Ernsthausen

Located in the eastern Hintertaunus and thus in the Taunus Nature Park, Ernsthausen is crossed by the Weil, a tributary of the Lahn.

[2] The oldest known documentary reference dates back to 1308, but it can be assumed that the village of Ernsthausen existed already several centuries earlier.

It is not certain whether this settlement was completely destroyed by a major fire in the Middle Ages or by devastation during the Thirty Years' War, so that no traces of it remain.

According to a document dating from 1310, the canonry of St Walpurgis in Weilburg was granted the right to collect the grain yields (taxes) from Ernsthausen.

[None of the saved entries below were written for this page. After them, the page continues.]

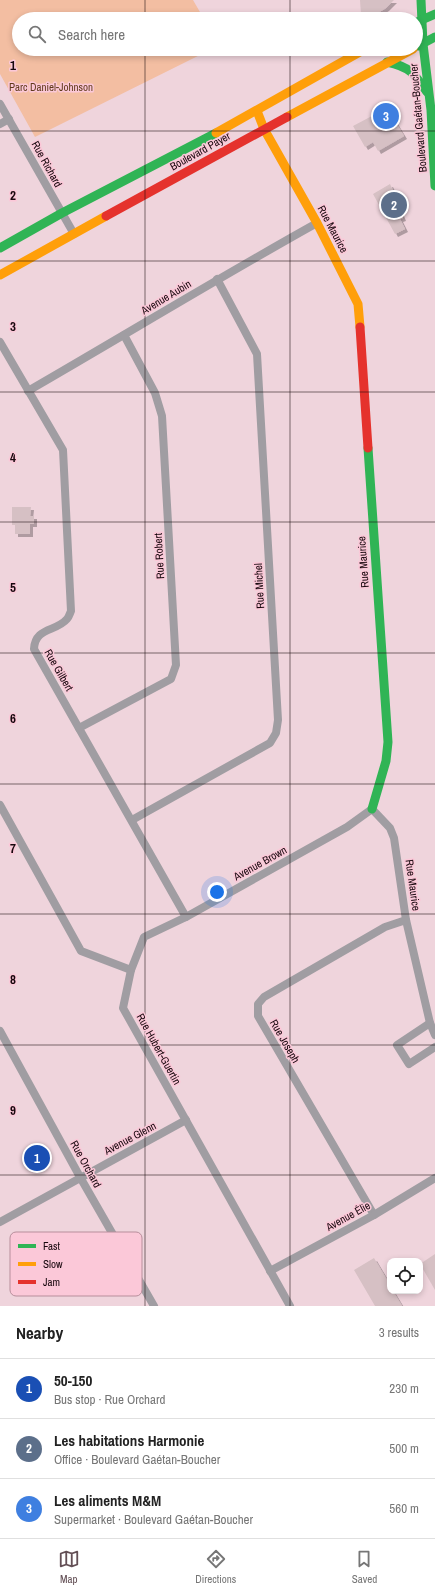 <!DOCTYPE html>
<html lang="en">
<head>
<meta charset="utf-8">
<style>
  body { margin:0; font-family:"Archivo Narrow",sans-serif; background:#f6f6f6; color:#222 }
  .controls { position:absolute; right:12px; bottom:12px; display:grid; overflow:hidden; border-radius:8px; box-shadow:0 2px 6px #0003 }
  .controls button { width:36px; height:36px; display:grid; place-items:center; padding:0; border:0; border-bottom:1px solid #e0e0e0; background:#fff; color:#222; font:20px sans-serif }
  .you { position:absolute; left:217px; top:892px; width:14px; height:14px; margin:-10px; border:3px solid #fff; border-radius:50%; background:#1a73e8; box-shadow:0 0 0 6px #1a73e833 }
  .badge { display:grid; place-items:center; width:26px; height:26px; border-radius:50%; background:#634f55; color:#fff; font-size:13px; font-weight:700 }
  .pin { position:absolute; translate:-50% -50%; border:2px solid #fff; box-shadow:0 1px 4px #0006 }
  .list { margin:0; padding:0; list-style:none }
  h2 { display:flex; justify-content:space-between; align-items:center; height:52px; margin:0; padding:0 16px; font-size:17px }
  h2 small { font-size:13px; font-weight:400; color:#767676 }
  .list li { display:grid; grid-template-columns:26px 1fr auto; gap:12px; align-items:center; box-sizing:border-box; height:60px; padding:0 16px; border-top:1px solid #e0e0e0 }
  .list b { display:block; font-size:15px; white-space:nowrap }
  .list p { margin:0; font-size:13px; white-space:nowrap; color:#767676 }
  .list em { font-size:13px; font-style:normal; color:#767676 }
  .icon { flex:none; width:22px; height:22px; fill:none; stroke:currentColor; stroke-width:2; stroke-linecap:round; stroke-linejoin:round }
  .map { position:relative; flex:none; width:435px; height:1306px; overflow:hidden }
  .search { position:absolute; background:#fff; box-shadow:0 2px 6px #0003; left:12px; right:12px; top:12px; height:44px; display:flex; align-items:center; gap:10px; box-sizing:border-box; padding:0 14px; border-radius:22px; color:#767676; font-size:15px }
  .sheet { height:232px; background:#fff }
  nav { display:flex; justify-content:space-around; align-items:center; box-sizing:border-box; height:56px; border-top:1px solid #e0e0e0; background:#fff; font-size:11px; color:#767676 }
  nav a { display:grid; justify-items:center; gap:2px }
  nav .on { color:#634f55 }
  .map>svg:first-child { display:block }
</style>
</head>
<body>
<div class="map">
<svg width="435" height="1306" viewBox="0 0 435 1306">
  <defs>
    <filter id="shadow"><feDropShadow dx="3" dy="3" stdDeviation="0" flood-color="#0004"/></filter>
  </defs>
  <rect width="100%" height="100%" fill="#efd4dc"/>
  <path fill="#f3bea2" d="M 0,0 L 193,0 L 204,19 L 19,19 L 19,49 L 212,49 L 35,137 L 0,74 Z"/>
  <g fill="#d6c0c4" filter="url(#shadow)">
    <path d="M 360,0 L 394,0 L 386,8 L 376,14 L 361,15 Z"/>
    <path d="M 387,108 L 404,136 L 378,151 L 373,142 L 365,147 L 353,126 Z"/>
    <path d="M 390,184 L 402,209 L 401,213 L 403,218 L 400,219 L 405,229 L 395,234 L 373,194 Z"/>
    <path d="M 12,507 L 31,507 L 30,516 L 34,516 L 34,524 L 30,524 L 30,534 L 15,534 L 15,525 L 12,525 Z"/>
    <path d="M 435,1254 L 435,1290 L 420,1264 Z"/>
    <path d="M 374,1258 L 390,1285 L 390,1291 L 393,1291 L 402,1306 L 375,1306 L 354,1270 Z"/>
  </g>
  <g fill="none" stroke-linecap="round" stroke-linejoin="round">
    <g stroke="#a09da2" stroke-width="8">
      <path d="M 0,104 L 74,234"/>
      <path d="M 0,124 L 9,119"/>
      <path d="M 0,342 L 63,450 L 71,611 C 70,613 69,617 67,619 C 56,632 35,627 34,649 L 186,917"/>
      <path d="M 28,391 C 125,335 220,277 317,223"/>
      <path d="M 79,728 L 171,679 L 176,665 L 162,416 L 155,393 L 124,335"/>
      <path d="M 0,805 L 81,951 L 131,970"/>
      <path d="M 132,820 L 270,743 L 276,733 L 278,720 L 257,354 L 217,279"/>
      <path d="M 430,1023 L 397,1045 L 409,1064 L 435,1047"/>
      <path d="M 0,1031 L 80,1177 L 154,1306"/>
      <path d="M 374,1215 L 258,1016 L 258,1004 L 264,997 L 385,927 L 406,920"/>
      <path d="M 0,1222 L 186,1120"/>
      <path d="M 270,1271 L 374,1215 L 435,1178"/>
      <path d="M 290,1306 L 123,1008 L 131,970 L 144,937 L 186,917 L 347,827 L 372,809 L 390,828 L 394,838 L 406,920 L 430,1023 L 435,1035"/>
    </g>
    <g stroke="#30b455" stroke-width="9">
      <path d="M 421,0 L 423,44 L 431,110 L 435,186"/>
      <path d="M 417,22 L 435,14"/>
      <path d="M 418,46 L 435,37"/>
      <path d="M 387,62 C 410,67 414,73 427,92"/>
      <path d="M 0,248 L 62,213 L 216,133"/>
      <path d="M 368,448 L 388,742 L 386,761 L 372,809"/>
    </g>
    <g stroke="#ff9f0a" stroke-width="9">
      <path d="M 257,111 L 264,129 L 317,223 L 358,304 L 360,327"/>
      <path d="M 287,117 L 413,49"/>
      <path d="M 216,133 L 365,49"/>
      <path d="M 0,275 L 106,216"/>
    </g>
    <g stroke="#e5322d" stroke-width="9">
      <path d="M 106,216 L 287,117"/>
      <path d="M 360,327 L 368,448"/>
    </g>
  </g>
  <path fill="none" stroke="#17070d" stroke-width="1" stroke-opacity="0.55" d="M 145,0 L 145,19M 290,0 L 290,19M 145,49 L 145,1306M 290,49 L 290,1306M 0,131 L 435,131M 0,261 L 435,261M 0,392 L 435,392M 0,522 L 435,522M 0,653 L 435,653M 0,784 L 435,784M 0,914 L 435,914M 0,1045 L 435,1045M 0,1175 L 435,1175"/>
  <g text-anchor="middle" stroke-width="3" stroke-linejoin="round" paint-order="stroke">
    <g font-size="11" fill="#603a1b" stroke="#fbc8d8">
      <text x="51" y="91">Parc Daniel-Johnson</text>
    </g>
    <g font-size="11" fill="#17070d" stroke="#fbc8d8">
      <text transform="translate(418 118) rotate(-95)" y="4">Boulevard Gaétan-Boucher</text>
      <text transform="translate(200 151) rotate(-29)" y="4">Boulevard Payer</text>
      <text transform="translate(47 164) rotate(61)" y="4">Rue Richard</text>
      <text transform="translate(333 229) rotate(62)" y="4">Rue Maurice</text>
      <text transform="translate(166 297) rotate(-31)" y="4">Avenue Aubin</text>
      <text transform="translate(159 556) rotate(-93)" y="4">Rue Robert</text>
      <text transform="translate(363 562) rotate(-94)" y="4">Rue Maurice</text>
      <text transform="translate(259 586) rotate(-93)" y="4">Rue Michel</text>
      <text transform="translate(59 670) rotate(60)" y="4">Rue Gilbert</text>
      <text transform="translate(260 863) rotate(-29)" y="4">Avenue Brown</text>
      <text transform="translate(413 885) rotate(82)" y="4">Rue Maurice</text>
      <text transform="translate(285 1041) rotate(60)" y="4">Rue Joseph</text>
      <text transform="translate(159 1049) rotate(61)" y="4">Rue Hubert-Guertin</text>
      <text transform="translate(130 1138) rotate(-28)" y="4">Avenue Glenn</text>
      <text transform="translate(86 1164) rotate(61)" y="4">Rue Orchard</text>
      <text transform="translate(348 1216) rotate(-29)" y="4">Avenue Élie</text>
    </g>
  </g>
  <rect x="10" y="1232" width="132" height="64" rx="6" fill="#fbc8d8" stroke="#b78e9b" stroke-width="1"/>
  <rect x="18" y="1244" width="18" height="4" fill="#30b455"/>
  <rect x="18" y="1262" width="18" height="4" fill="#ff9f0a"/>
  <rect x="18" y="1280" width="18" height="4" fill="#e5322d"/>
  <g font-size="11" fill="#17070d">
    <text x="43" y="1250">Fast</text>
    <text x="43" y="1268">Slow</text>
    <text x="43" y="1286">Jam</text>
  </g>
  <g font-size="13" text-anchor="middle" font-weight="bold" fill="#17070d" stroke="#fbc8d8" stroke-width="3" stroke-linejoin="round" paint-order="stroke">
    <text x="13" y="70">1</text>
    <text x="13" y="200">2</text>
    <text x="13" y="331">3</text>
    <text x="13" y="462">4</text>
    <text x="13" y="592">5</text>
    <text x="13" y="723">6</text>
    <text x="13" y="853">7</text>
    <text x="13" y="984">8</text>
    <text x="13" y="1115">9</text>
  </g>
</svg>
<div class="controls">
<button><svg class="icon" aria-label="locate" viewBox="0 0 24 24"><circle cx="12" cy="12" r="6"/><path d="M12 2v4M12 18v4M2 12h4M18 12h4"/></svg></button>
</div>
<div class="you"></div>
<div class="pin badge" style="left:37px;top:1158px;background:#1a4fb4">1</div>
<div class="pin badge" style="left:394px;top:205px;background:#5c6f8a">2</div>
<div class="pin badge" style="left:386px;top:116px;background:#3f7fe0">3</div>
<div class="search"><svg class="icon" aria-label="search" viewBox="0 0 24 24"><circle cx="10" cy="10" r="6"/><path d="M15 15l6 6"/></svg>Search here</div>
</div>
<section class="sheet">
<h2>Nearby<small>3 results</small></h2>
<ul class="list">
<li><span class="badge" style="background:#1a4fb4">1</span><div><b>50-150</b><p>Bus stop · Rue Orchard</p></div><em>230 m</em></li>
<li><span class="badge" style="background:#5c6f8a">2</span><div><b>Les habitations Harmonie</b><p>Office · Boulevard Gaétan-Boucher</p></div><em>500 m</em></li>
<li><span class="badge" style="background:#3f7fe0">3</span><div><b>Les aliments M&amp;M</b><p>Supermarket · Boulevard Gaétan-Boucher</p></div><em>560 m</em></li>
</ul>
</section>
<nav>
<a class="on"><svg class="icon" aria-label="map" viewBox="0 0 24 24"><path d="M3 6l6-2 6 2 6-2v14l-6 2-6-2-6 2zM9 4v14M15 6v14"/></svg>Map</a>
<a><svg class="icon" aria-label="directions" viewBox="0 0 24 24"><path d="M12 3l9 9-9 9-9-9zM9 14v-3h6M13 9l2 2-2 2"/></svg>Directions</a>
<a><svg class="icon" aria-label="saved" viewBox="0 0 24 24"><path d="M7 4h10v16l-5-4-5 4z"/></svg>Saved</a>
</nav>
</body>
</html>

In 1724, Count Karl August von Nassau-Weilburg acquired these rights by purchase, so that from then on the Ernsthäuser were liable to pay taxes to Weilburg.

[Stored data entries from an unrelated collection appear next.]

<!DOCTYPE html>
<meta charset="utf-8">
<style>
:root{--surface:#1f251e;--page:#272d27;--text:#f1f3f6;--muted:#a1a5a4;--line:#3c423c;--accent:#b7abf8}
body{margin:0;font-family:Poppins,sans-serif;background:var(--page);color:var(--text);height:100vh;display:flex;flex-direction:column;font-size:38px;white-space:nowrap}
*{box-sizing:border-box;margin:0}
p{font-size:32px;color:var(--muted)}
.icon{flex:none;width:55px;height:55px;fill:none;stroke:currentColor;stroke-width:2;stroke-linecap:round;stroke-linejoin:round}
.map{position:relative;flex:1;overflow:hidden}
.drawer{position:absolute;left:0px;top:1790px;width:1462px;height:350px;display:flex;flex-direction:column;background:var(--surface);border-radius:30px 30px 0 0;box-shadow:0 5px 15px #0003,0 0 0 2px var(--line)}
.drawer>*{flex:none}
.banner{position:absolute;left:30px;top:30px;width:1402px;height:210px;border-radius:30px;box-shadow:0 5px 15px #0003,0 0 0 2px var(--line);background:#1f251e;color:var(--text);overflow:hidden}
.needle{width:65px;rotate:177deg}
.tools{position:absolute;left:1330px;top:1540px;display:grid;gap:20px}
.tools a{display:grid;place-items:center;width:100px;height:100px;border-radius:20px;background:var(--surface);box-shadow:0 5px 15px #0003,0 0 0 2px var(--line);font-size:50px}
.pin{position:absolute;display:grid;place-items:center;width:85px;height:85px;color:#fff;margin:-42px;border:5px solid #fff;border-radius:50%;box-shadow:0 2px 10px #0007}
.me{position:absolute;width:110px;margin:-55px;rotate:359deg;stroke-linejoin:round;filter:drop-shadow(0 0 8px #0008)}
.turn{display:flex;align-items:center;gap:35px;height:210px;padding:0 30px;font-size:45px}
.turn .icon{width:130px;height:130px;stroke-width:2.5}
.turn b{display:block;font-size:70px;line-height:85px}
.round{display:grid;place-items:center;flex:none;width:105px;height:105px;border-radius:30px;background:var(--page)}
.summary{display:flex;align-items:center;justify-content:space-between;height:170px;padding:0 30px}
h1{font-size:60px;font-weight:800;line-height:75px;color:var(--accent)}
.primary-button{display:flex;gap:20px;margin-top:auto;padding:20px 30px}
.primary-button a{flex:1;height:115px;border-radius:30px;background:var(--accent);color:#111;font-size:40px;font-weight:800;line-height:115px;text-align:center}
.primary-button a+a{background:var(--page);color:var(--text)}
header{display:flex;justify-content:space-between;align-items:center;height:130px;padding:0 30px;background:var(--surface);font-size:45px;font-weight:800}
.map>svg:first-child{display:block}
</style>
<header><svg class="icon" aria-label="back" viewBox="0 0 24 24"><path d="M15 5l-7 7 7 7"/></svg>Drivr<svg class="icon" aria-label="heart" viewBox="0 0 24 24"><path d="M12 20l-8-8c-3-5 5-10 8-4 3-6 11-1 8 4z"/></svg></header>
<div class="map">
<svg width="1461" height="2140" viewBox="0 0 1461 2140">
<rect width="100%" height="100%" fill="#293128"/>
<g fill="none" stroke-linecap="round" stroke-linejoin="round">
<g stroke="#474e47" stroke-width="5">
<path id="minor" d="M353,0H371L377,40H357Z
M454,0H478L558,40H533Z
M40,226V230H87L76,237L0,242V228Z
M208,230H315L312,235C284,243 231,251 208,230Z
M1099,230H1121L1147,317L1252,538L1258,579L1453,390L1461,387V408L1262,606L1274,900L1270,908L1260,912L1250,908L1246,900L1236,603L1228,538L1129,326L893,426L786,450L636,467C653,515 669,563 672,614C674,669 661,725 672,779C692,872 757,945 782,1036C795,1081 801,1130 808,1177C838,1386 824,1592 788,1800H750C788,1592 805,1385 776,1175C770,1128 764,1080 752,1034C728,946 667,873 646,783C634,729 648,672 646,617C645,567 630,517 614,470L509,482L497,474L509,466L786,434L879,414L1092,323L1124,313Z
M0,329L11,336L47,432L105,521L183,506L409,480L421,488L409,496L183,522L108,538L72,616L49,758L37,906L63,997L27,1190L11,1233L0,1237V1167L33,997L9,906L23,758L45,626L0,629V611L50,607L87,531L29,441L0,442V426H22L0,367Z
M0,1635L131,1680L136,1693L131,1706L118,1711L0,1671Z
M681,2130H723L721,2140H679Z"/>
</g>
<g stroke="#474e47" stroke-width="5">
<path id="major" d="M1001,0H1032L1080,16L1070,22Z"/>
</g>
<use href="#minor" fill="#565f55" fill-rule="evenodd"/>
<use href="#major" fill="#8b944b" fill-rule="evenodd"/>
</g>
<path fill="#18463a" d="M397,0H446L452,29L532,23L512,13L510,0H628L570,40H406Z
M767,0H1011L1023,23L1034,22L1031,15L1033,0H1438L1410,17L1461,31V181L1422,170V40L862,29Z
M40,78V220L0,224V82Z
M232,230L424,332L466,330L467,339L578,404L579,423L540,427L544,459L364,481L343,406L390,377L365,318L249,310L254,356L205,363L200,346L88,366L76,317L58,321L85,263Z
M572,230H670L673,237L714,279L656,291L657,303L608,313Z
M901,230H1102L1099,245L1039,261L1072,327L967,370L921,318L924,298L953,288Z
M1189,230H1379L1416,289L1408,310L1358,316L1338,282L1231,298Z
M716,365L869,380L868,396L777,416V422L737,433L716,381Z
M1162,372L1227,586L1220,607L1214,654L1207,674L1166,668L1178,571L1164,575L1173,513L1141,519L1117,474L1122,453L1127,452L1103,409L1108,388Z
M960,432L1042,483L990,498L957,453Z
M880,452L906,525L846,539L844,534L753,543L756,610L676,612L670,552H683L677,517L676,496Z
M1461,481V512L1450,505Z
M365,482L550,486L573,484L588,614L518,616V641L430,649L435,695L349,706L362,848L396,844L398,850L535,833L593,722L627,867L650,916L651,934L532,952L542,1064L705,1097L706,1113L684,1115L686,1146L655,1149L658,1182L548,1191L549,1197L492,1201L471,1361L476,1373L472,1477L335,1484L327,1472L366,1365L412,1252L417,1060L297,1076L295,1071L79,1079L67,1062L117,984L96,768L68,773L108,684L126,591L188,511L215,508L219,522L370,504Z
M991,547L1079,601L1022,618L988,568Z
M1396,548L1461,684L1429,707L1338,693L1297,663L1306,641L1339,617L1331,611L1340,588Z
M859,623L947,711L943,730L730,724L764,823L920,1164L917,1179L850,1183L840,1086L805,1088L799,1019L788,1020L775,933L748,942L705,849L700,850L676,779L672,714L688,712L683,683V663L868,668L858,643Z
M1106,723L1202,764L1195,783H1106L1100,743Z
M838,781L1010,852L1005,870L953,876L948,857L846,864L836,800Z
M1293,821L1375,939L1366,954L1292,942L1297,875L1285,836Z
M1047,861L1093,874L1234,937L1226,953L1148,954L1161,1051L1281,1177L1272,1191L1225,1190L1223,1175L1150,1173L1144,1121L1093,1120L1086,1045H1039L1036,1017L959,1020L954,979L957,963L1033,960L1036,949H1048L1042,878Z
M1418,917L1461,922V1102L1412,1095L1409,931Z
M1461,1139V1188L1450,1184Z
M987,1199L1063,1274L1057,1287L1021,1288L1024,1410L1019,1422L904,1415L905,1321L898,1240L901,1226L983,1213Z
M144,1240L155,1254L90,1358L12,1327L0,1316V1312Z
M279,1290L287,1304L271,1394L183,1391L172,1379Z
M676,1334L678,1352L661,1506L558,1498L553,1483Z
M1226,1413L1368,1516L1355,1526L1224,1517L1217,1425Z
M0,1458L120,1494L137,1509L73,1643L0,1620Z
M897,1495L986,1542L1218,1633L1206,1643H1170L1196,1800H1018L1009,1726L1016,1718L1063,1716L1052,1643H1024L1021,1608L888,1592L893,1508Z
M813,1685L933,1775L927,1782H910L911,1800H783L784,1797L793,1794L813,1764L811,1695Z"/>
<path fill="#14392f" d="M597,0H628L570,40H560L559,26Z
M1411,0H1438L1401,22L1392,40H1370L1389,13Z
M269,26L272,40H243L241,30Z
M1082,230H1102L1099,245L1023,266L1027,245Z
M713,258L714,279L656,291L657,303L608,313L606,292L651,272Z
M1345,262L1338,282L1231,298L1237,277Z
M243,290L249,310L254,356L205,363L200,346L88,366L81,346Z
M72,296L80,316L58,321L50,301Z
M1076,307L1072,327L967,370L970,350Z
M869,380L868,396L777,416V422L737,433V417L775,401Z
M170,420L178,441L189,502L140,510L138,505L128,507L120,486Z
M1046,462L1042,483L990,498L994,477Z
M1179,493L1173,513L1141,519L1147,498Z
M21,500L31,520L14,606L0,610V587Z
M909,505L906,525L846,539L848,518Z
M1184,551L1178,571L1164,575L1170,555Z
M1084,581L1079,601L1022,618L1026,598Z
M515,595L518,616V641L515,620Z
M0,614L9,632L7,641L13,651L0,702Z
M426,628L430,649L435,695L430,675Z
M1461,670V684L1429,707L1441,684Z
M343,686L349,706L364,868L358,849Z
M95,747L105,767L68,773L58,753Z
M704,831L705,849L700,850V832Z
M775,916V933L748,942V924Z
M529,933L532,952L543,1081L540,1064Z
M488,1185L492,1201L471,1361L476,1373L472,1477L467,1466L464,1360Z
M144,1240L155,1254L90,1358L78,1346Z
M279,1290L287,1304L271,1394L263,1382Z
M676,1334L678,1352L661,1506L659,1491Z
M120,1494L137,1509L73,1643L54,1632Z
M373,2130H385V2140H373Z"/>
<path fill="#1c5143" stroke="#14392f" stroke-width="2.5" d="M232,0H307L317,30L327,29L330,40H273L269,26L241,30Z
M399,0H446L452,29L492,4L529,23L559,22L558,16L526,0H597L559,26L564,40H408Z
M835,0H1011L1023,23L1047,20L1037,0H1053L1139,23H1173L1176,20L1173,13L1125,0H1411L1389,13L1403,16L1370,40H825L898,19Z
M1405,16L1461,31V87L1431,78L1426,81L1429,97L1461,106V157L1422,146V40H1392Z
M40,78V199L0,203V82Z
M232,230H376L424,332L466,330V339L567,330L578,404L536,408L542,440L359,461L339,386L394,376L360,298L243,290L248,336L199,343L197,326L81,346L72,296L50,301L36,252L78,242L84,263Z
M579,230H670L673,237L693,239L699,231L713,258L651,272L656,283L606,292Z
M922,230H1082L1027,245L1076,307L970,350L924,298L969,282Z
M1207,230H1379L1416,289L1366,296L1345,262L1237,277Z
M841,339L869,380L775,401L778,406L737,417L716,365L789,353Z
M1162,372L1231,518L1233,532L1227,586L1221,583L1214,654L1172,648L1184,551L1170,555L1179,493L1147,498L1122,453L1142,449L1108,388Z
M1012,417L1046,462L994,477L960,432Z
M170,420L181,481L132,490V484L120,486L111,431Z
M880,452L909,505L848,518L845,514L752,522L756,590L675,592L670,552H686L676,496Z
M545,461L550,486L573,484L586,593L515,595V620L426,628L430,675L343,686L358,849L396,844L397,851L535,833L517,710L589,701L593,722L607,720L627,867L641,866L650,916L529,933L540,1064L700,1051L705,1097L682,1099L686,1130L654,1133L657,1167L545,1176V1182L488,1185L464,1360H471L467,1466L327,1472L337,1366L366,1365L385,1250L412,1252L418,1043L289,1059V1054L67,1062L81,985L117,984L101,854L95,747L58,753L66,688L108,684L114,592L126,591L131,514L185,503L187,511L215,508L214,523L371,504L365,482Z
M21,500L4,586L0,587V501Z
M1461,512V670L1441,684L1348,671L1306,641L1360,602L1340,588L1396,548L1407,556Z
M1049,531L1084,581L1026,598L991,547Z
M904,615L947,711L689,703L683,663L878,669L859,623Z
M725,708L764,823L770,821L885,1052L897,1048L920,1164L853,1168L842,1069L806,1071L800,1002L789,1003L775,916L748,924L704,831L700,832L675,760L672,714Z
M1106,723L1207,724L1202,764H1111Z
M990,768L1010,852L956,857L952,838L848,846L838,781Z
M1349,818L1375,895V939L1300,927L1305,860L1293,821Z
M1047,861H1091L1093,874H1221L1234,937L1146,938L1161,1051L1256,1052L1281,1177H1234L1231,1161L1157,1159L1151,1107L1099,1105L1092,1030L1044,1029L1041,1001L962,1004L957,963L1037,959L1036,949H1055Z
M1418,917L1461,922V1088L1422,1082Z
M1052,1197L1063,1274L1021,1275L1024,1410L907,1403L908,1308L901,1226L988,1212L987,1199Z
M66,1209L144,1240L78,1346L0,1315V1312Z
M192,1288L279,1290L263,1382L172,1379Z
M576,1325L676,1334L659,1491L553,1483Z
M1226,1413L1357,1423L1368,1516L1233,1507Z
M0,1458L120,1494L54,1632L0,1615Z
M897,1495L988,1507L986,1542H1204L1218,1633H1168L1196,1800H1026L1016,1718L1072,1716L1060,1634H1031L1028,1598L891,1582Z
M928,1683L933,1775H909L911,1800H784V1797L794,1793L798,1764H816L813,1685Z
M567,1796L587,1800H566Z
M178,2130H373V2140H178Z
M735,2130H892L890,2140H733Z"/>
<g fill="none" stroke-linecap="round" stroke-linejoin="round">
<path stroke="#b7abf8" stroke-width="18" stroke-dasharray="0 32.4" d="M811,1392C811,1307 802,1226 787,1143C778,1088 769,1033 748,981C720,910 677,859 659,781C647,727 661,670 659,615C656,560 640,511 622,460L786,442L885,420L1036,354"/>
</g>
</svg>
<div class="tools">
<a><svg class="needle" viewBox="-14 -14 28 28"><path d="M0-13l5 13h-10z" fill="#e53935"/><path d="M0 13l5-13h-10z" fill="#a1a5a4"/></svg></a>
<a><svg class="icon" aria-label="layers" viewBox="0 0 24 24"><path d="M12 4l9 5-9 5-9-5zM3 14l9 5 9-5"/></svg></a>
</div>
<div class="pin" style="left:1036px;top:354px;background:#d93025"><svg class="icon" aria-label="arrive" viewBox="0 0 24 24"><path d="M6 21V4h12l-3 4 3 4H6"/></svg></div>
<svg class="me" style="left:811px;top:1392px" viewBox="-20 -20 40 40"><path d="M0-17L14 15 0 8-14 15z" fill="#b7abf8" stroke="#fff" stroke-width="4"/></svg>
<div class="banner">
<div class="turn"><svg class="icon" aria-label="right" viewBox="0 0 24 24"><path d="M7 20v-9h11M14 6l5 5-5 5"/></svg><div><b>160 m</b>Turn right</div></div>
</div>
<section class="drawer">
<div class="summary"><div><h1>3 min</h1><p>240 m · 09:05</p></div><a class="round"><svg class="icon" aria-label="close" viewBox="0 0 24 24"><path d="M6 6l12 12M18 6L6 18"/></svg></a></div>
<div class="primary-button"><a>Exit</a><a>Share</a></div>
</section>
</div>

[2] In the course of the territorial reform in Hesse, on 31 December 1970 the former market town of Weilmünster in the Oberlahn district merged voluntarily with the previously independent municipalities of Aulenhausen, Dietenhausen, Ernsthausen, Laimbach, Langenbach, Laubuseschbach, Lützendorf, Möttau, Rohnstadt and Wolfenhausen to form the new enlarged municipality of Weilmünster.